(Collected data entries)
——————————
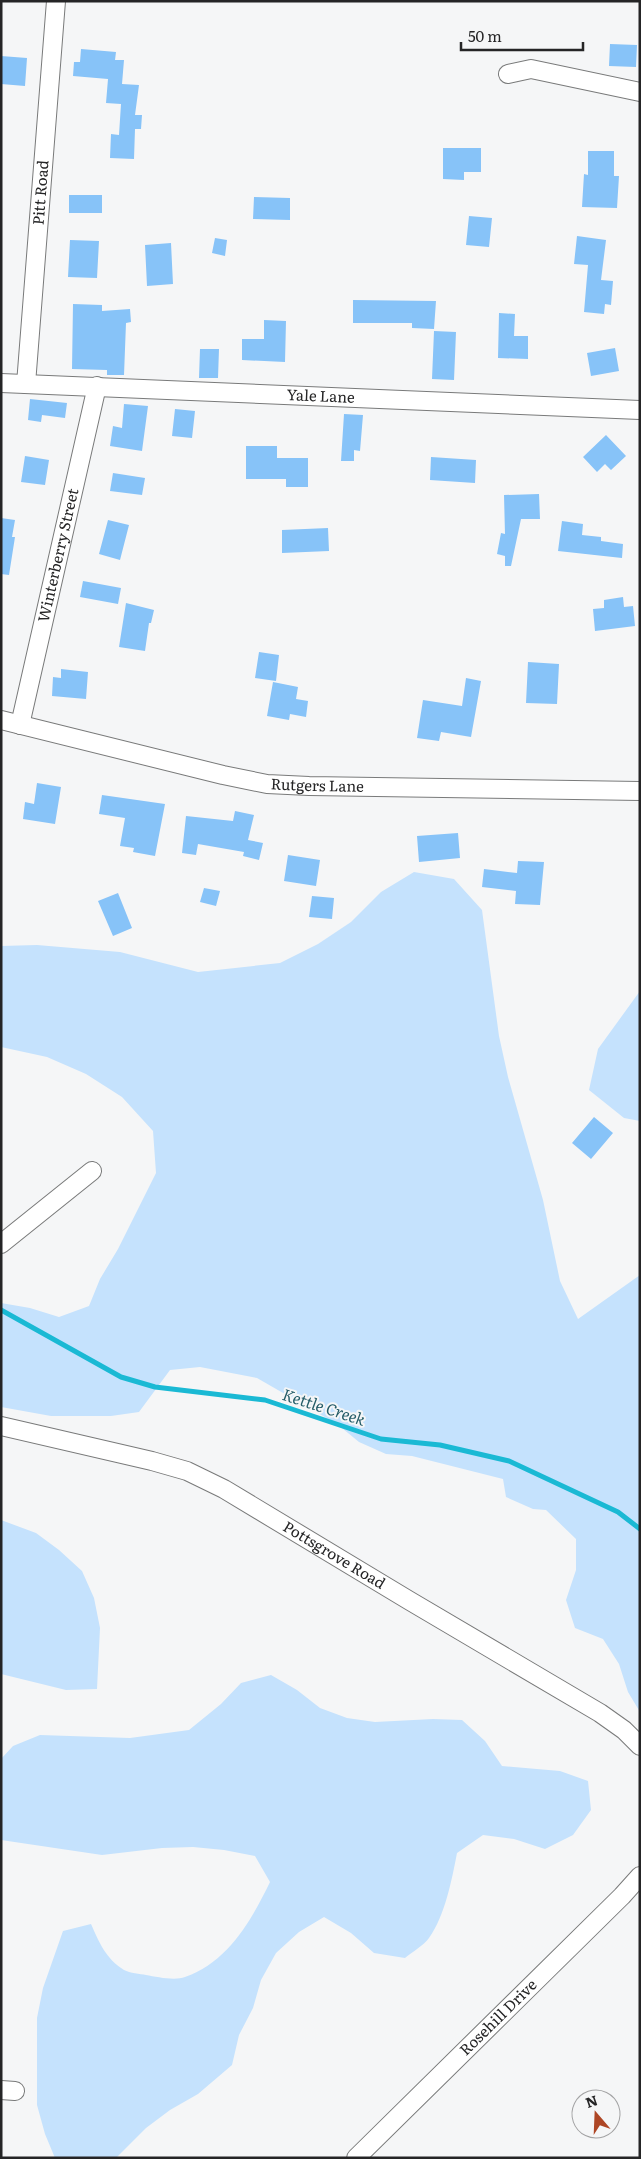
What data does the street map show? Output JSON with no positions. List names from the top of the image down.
{
  "streets": {
    "street": [
      "Pitt Road",
      "Yale Lane",
      "Winterberry Street",
      "Rutgers Lane",
      "Pottsgrove Road",
      "Rosehill Drive"
    ]
  },
  "crossings": [
    ["Pitt Road", "Yale Lane"],
    ["Yale Lane", "Winterberry Street"],
    ["Winterberry Street", "Rutgers Lane"]
  ],
  "water": ["Kettle Creek"],
  "scale_bar": "50 m",
  "north": "top"
}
——————————
_Task to complete:_ Every entry, exactly as written: transcribe it, passing over any pictures.

_Reply:_
What data does the street map show? Output JSON with no positions. List names from the top of the image down.
{
  "streets": {
    "street": [
      "Pitt Road",
      "Yale Lane",
      "Winterberry Street",
      "Rutgers Lane",
      "Pottsgrove Road",
      "Rosehill Drive"
    ]
  },
  "crossings": [
    ["Pitt Road", "Yale Lane"],
    ["Yale Lane", "Winterberry Street"],
    ["Winterberry Street", "Rutgers Lane"]
  ],
  "water": ["Kettle Creek"],
  "scale_bar": "50 m",
  "north": "top"
}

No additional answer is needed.